PROBLEM TO WORK ON: A precise copy of the data is required, with every picture left out.

RECORDS PROVIDED:

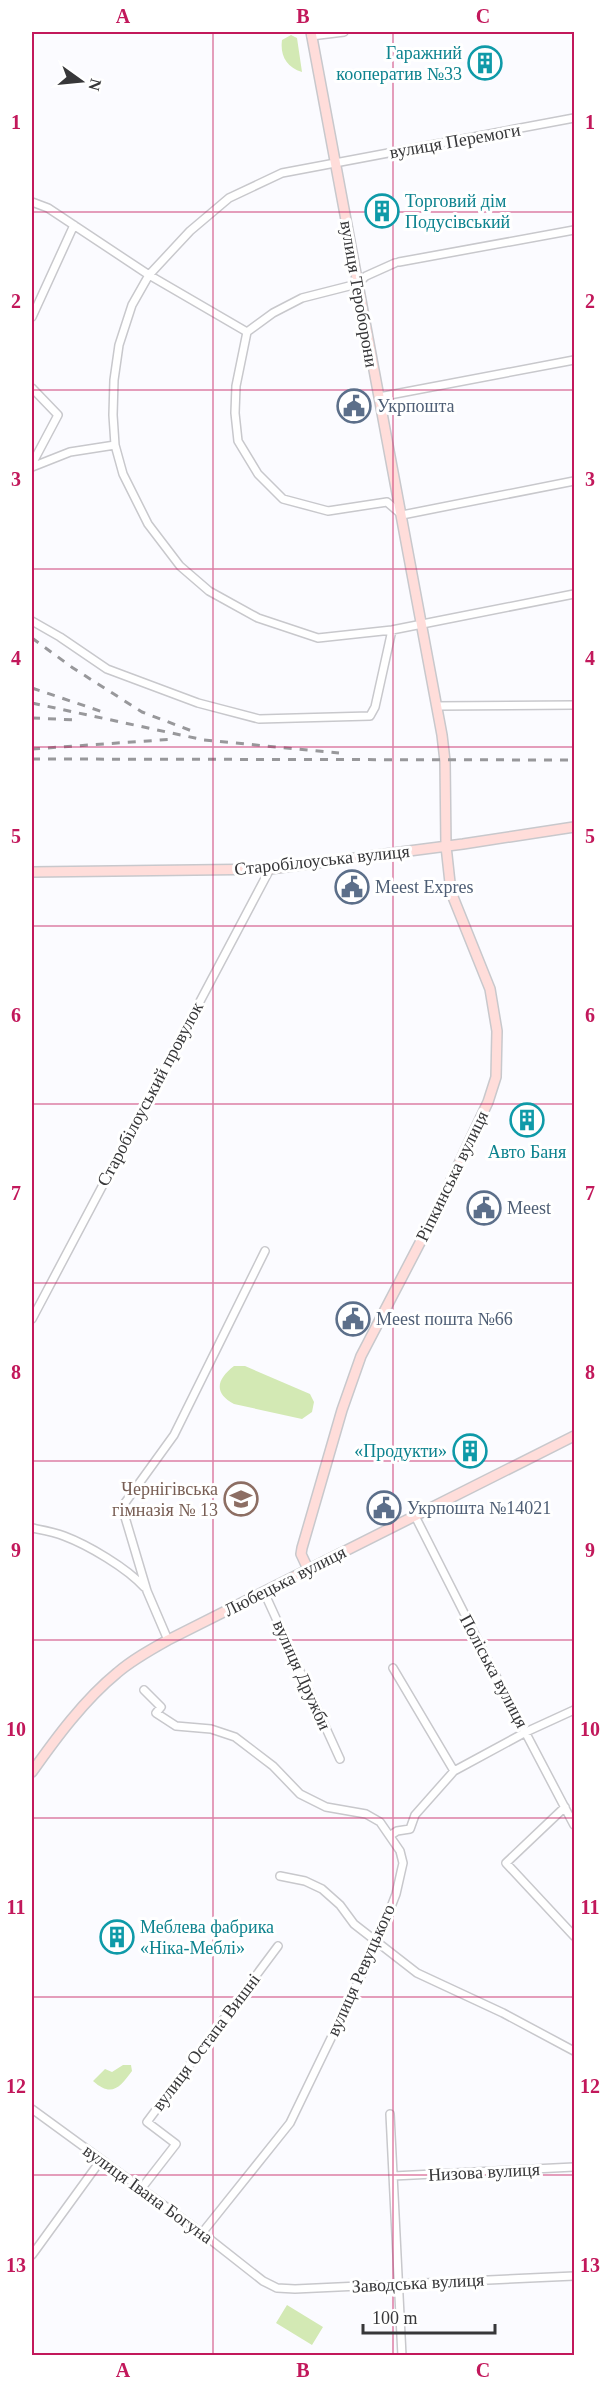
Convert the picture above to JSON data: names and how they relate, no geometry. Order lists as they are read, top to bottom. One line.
{"streets":{"main road":["вулиця Тероборони","Старобілоуська вулиця","Ріпкинська вулиця","Любецька вулиця"],"street":["вулиця Перемоги","Старобілоуський провулок","Поліська вулиця","вулиця Дружби","вулиця Ревуцького","вулиця Остапа Вишні","Низова вулиця","вулиця Івана Богуна","Заводська вулиця"]},"crossings":[["вулиця Перемоги","вулиця Тероборони"],["вулиця Тероборони","Ріпкинська вулиця"],["Старобілоуська вулиця","Старобілоуський провулок"],["Старобілоуська вулиця","Ріпкинська вулиця"],["Ріпкинська вулиця","Любецька вулиця"],["Любецька вулиця","Поліська вулиця"],["Любецька вулиця","вулиця Дружби"],["вулиця Ревуцького","вулиця Івана Богуна"],["вулиця Остапа Вишні","вулиця Івана Богуна"],["вулиця Івана Богуна","Заводська вулиця"]],"places":{"building":["Гаражний кооператив №33","Торговий дім Подусівський","Авто Баня","«Продукти»","Меблева фабрика «Ніка-Меблі»"],"public building":["Укрпошта","Meest Expres","Meest","Meest пошта №66","Укрпошта №14021"],"school or university":["Чернігівська гімназія № 13"]},"scale_bar":"100 m","north":"right","grid":{"columns":["A","B","C"],"rows":["1","2","3","4","5","6","7","8","9","10","11","12","13"]}}
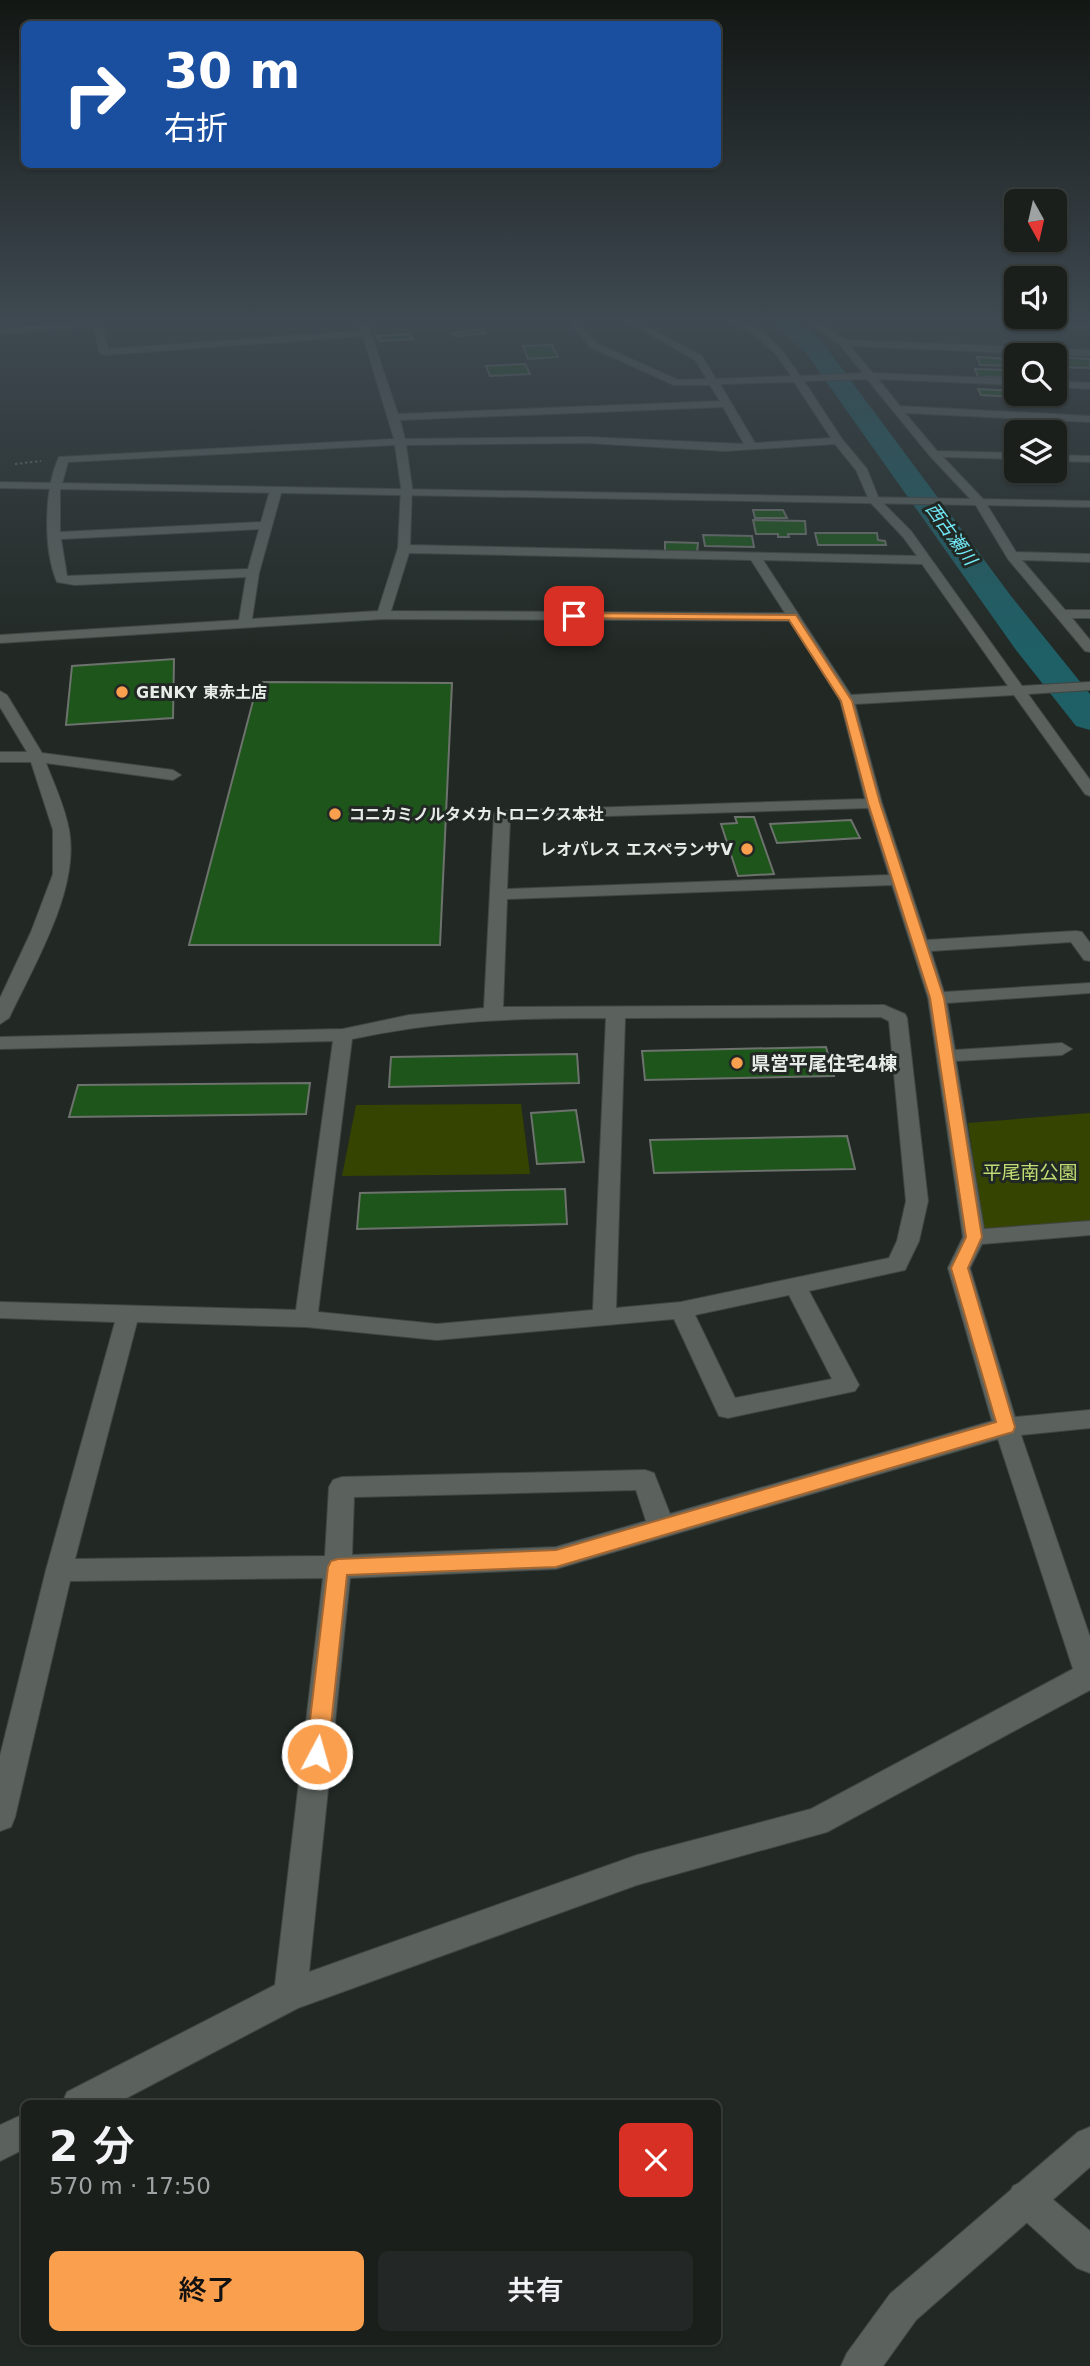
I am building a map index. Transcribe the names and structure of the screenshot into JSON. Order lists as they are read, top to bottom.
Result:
{
  "water": ["西古瀬川"],
  "parks": ["平尾南公園"],
  "places": [
    "GENKY 東赤土店",
    "コニカミノルタメカトロニクス本社",
    "レオパレス エスペランサⅤ",
    "県営平尾住宅4棟"
  ],
  "north": "bottom",
  "page": {
    "turn": ["30 m", "右折"],
    "heading": ["2 分", "570 m · 17:50"],
    "buttons": ["終了", "共有"]
  }
}
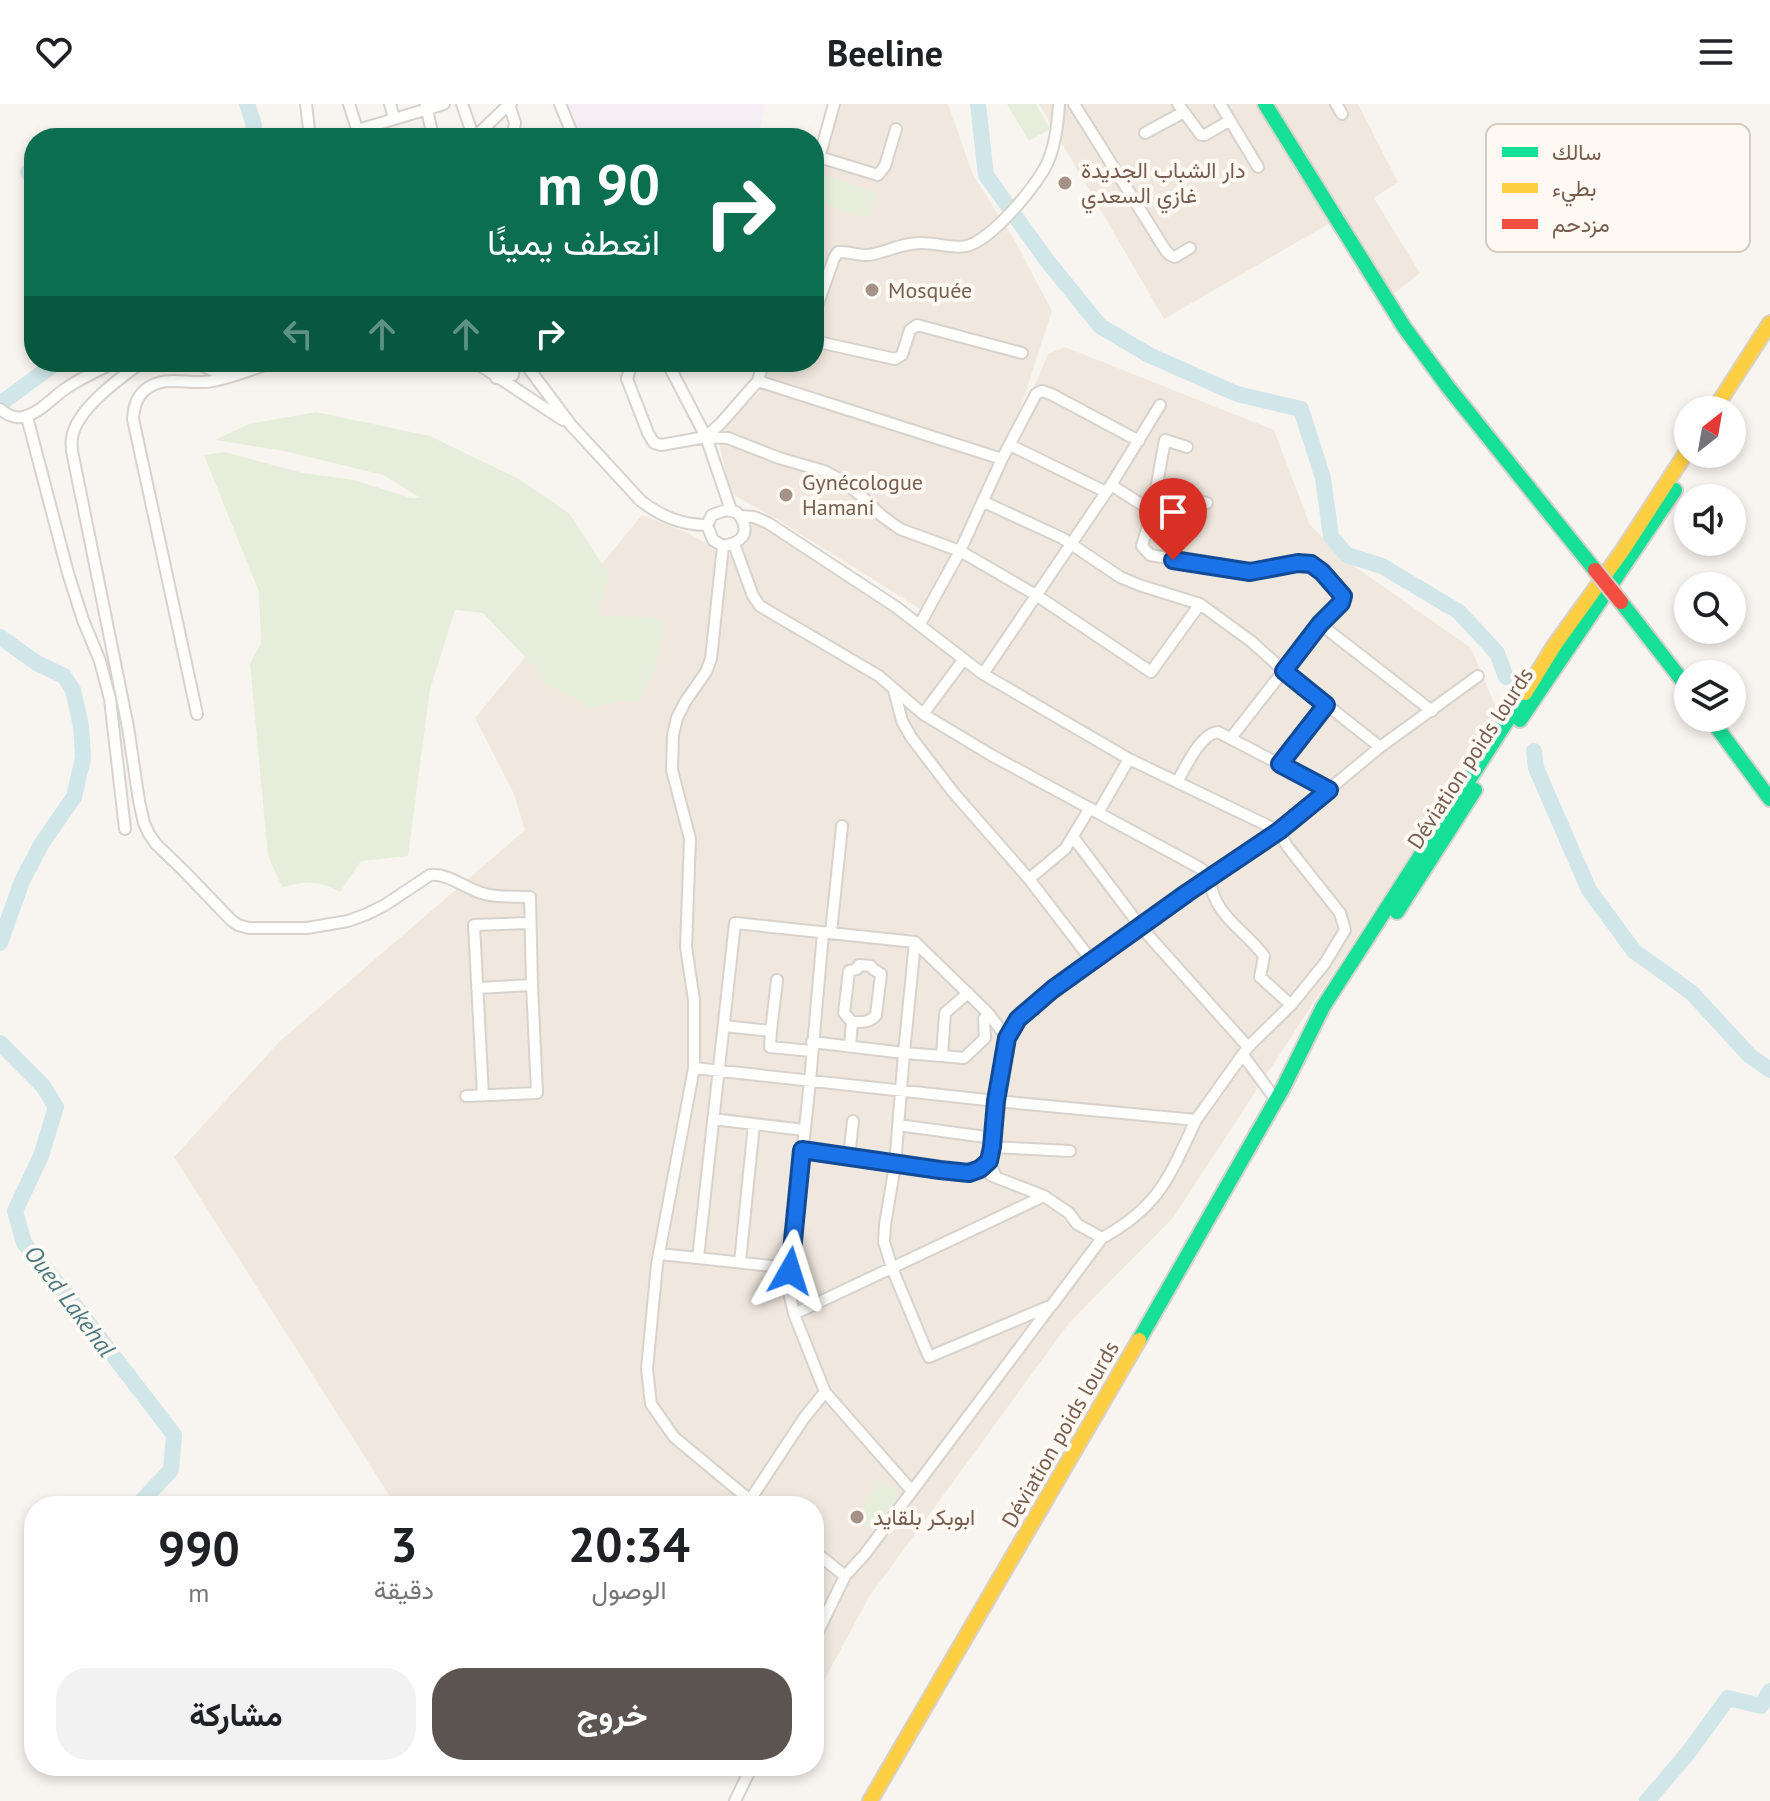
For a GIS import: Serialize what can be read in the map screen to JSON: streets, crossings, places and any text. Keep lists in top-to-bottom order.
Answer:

RESULT OF THE EXERCISE:
Convert the picture above to JSON data: names and how they relate, no geometry. Order lists as they are read, top to bottom. One line.
{"streets":{"main road":["вулиця Тероборони","Старобілоуська вулиця","Ріпкинська вулиця","Любецька вулиця"],"street":["вулиця Перемоги","Старобілоуський провулок","Поліська вулиця","вулиця Дружби","вулиця Ревуцького","вулиця Остапа Вишні","Низова вулиця","вулиця Івана Богуна","Заводська вулиця"]},"crossings":[["вулиця Перемоги","вулиця Тероборони"],["вулиця Тероборони","Ріпкинська вулиця"],["Старобілоуська вулиця","Старобілоуський провулок"],["Старобілоуська вулиця","Ріпкинська вулиця"],["Ріпкинська вулиця","Любецька вулиця"],["Любецька вулиця","Поліська вулиця"],["Любецька вулиця","вулиця Дружби"],["вулиця Ревуцького","вулиця Івана Богуна"],["вулиця Остапа Вишні","вулиця Івана Богуна"],["вулиця Івана Богуна","Заводська вулиця"]],"places":{"building":["Гаражний кооператив №33","Торговий дім Подусівський","Авто Баня","«Продукти»","Меблева фабрика «Ніка-Меблі»"],"public building":["Укрпошта","Meest Expres","Meest","Meest пошта №66","Укрпошта №14021"],"school or university":["Чернігівська гімназія № 13"]},"scale_bar":"100 m","north":"right","grid":{"columns":["A","B","C"],"rows":["1","2","3","4","5","6","7","8","9","10","11","12","13"]}}
I am building a map index. Transcribe the names and structure of the screenshot into JSON. Order lists as they are read, top to bottom.
Result:
{
  "water": ["西古瀬川"],
  "parks": ["平尾南公園"],
  "places": [
    "GENKY 東赤土店",
    "コニカミノルタメカトロニクス本社",
    "レオパレス エスペランサⅤ",
    "県営平尾住宅4棟"
  ],
  "north": "bottom",
  "page": {
    "turn": ["30 m", "右折"],
    "heading": ["2 分", "570 m · 17:50"],
    "buttons": ["終了", "共有"]
  }
}
For a GIS import: Serialize what can be read in the map screen to JSON: streets, crossings, places and any text. Keep lists in top-to-bottom order.
Answer:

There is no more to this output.